**Aim of the task:**
Filter the records for "frame" and keep each line that has it.

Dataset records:
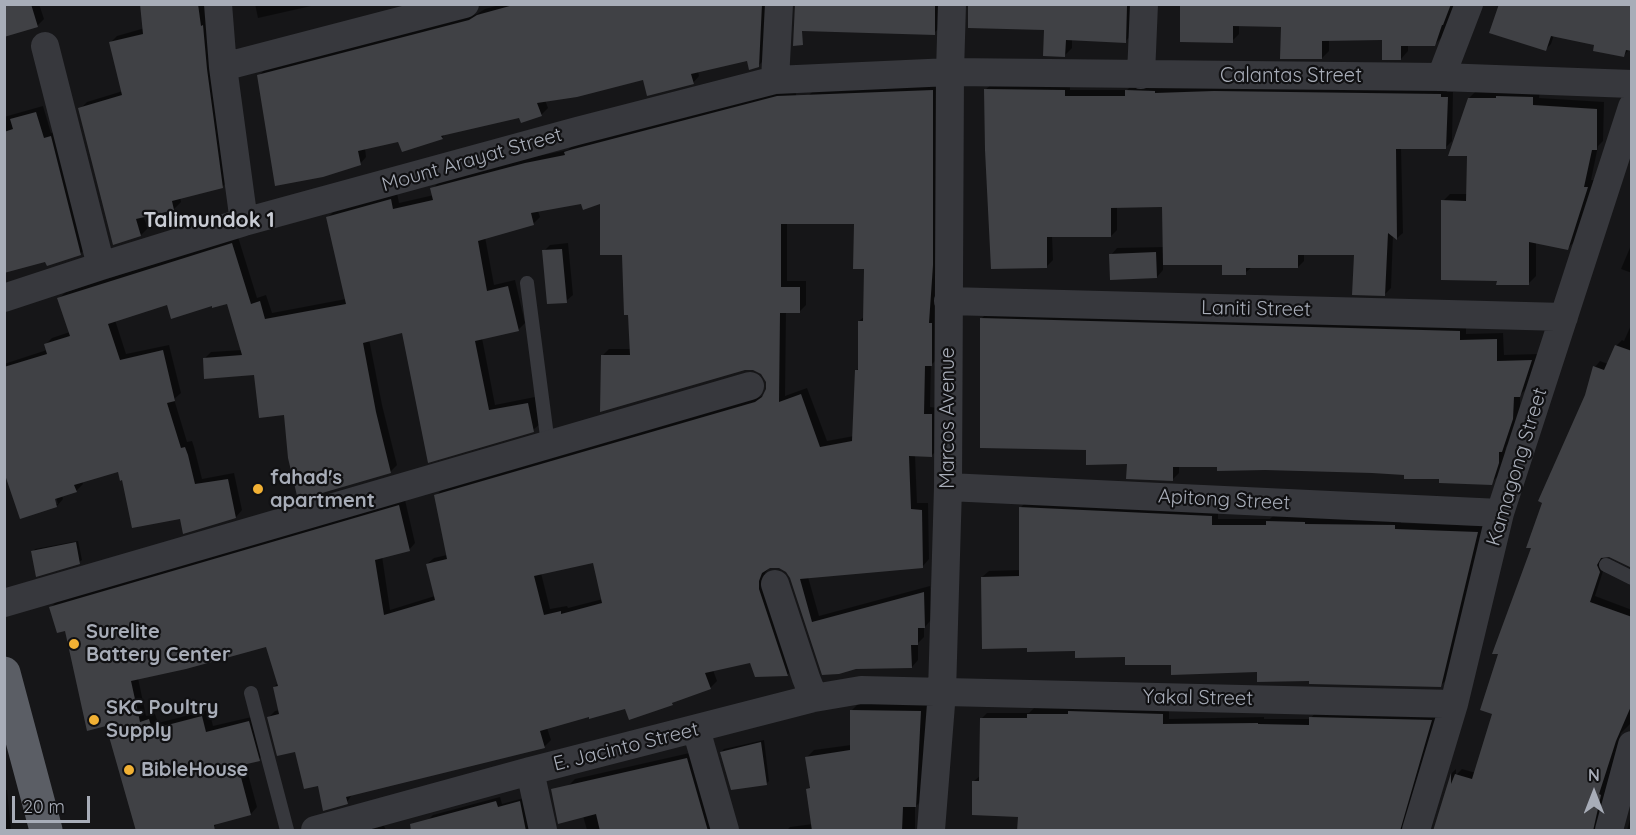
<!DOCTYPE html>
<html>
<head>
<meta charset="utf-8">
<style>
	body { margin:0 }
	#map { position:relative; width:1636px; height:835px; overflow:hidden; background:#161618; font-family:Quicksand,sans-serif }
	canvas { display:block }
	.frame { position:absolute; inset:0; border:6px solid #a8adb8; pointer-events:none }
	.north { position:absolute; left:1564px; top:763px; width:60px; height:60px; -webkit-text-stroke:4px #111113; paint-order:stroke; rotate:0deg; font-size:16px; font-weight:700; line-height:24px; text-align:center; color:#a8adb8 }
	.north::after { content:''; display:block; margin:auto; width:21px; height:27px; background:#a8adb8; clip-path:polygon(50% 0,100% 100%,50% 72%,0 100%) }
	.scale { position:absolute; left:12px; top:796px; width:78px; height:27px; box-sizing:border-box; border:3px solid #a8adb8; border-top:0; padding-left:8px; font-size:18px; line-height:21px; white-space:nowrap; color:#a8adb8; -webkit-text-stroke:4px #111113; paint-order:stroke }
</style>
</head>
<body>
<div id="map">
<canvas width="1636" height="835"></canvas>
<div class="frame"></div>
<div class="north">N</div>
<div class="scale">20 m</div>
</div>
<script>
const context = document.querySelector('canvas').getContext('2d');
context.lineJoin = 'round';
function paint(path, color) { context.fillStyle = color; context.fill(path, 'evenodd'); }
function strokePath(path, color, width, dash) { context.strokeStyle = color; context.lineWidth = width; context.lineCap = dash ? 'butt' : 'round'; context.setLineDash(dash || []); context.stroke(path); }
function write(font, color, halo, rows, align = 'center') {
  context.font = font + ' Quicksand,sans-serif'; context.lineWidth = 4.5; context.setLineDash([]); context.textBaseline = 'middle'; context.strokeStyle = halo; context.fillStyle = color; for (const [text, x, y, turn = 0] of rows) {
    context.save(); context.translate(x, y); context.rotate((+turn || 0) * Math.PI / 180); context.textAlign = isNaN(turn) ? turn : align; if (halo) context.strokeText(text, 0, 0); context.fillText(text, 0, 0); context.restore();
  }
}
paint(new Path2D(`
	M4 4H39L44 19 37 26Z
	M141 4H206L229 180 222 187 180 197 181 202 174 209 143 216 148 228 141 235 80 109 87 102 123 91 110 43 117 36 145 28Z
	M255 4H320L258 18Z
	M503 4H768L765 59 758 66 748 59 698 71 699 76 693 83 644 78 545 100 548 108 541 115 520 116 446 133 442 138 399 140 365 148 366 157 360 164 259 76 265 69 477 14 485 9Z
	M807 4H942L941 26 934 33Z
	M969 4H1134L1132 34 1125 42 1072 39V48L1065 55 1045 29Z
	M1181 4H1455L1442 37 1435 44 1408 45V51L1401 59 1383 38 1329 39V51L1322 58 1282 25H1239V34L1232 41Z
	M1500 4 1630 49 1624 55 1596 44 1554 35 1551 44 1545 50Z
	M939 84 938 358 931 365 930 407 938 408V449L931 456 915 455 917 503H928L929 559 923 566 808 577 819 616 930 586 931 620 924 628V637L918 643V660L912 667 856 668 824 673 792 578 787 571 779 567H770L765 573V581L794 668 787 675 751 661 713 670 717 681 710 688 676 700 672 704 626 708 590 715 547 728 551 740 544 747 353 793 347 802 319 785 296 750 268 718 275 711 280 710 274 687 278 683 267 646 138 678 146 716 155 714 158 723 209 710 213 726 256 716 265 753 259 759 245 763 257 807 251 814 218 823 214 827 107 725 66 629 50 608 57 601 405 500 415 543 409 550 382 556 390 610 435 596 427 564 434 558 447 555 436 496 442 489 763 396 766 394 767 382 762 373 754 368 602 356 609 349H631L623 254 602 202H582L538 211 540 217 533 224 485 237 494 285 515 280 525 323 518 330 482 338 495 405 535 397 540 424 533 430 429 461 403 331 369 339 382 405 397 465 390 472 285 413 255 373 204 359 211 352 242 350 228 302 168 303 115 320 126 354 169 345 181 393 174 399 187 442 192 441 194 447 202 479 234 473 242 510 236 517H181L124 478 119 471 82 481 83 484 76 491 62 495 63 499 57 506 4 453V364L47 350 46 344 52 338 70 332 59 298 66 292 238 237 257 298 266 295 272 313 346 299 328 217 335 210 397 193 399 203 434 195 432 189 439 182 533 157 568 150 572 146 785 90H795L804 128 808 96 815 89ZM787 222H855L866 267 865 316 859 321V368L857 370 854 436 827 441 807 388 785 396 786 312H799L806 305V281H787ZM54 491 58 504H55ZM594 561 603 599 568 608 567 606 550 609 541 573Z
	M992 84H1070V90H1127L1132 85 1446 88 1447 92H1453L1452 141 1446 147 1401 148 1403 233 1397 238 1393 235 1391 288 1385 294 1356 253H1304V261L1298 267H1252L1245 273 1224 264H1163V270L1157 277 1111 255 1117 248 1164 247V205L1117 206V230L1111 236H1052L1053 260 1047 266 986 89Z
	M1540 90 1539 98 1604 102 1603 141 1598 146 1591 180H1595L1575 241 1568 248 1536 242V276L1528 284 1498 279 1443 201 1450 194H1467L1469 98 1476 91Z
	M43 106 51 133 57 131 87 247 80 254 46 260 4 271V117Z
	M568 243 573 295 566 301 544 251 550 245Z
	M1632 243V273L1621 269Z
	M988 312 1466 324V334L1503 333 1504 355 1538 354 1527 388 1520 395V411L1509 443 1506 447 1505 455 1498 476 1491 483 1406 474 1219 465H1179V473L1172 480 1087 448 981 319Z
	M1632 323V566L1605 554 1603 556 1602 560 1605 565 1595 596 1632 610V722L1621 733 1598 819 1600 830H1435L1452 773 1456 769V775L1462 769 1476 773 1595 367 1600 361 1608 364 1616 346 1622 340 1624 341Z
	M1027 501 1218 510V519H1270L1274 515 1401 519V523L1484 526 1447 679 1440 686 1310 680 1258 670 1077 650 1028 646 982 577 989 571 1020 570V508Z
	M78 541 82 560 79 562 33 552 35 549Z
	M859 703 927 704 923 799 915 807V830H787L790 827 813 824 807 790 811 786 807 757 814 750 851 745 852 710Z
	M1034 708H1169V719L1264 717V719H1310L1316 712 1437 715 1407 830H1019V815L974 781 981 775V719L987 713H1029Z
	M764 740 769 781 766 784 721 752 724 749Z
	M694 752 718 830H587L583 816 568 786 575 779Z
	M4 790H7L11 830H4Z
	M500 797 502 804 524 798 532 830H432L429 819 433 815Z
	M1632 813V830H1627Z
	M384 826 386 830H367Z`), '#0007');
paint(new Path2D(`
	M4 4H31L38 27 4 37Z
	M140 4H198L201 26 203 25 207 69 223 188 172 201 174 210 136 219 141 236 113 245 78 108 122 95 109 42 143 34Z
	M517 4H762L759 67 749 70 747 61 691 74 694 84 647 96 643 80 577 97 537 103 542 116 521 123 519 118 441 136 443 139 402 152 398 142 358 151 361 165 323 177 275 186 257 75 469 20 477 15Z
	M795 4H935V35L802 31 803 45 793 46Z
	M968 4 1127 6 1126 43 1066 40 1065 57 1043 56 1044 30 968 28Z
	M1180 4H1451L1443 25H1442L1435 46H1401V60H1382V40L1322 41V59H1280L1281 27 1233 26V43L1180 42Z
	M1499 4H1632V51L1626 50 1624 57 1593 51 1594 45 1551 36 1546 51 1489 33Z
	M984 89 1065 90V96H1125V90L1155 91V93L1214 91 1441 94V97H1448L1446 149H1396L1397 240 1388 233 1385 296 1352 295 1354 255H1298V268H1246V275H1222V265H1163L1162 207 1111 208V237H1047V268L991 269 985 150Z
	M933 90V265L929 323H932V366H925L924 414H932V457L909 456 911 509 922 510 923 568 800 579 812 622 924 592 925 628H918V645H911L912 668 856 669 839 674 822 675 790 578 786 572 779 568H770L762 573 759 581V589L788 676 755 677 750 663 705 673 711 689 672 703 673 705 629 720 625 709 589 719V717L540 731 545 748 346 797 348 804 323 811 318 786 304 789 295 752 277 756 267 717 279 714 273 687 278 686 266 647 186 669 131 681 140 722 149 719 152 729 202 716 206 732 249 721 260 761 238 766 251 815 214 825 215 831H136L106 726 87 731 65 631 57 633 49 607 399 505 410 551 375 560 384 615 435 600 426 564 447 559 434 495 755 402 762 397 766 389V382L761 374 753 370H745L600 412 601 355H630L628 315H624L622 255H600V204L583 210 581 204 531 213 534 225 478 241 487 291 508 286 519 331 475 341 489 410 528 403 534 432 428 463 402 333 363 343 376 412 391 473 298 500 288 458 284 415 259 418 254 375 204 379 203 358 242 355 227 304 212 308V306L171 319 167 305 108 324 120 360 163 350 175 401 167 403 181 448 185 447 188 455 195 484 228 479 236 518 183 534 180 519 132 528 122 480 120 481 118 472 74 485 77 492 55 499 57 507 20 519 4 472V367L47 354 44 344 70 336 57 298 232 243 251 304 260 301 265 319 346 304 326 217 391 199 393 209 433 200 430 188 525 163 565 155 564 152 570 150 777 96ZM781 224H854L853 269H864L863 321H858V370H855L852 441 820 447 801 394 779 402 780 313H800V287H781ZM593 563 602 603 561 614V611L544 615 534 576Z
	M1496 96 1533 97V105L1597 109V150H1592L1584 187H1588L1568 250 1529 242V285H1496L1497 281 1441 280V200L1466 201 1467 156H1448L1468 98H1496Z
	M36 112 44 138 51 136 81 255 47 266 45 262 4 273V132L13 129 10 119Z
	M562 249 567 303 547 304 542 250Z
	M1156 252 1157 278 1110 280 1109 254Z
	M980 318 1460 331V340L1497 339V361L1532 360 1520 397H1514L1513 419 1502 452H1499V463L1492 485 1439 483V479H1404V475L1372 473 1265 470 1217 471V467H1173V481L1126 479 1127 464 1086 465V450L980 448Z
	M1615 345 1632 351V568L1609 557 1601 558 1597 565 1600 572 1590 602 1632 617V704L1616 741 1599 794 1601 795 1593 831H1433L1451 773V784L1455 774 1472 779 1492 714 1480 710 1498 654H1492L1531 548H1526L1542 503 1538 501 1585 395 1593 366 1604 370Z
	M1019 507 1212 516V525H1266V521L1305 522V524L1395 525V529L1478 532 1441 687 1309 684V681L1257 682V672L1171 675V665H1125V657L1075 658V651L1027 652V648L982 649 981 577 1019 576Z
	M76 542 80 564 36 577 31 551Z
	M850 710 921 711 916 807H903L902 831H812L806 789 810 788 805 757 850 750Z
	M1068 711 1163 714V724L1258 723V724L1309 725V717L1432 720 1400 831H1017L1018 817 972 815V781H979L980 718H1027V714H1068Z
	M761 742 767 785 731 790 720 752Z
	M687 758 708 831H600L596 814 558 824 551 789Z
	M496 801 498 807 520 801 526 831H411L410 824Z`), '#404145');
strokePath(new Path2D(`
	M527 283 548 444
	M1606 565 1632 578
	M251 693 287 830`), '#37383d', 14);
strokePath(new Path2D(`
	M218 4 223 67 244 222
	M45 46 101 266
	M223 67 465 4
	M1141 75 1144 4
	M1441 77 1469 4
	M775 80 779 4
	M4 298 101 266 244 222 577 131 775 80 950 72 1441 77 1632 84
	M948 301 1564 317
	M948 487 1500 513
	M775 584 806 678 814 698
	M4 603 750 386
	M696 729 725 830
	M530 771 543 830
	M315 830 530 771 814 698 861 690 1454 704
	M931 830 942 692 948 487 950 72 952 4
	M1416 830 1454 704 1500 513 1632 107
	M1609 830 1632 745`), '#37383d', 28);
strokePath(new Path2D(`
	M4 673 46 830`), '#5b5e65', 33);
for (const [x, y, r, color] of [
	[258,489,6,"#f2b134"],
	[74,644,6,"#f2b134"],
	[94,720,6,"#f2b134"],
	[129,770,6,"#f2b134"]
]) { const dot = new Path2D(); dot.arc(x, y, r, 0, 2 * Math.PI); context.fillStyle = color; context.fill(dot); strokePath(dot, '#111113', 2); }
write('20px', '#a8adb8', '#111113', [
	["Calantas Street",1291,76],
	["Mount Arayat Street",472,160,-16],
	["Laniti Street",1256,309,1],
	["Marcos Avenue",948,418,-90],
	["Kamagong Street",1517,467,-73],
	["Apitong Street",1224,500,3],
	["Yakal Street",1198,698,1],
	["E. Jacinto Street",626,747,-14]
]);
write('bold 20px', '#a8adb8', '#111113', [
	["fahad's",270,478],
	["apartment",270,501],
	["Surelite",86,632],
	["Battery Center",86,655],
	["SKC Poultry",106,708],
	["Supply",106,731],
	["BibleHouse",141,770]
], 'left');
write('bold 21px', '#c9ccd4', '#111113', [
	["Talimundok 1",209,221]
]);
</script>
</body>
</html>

**Response for this exercise:**
	.frame { position:absolute; inset:0; border:6px solid #a8adb8; pointer-events:none }
<div class="frame"></div>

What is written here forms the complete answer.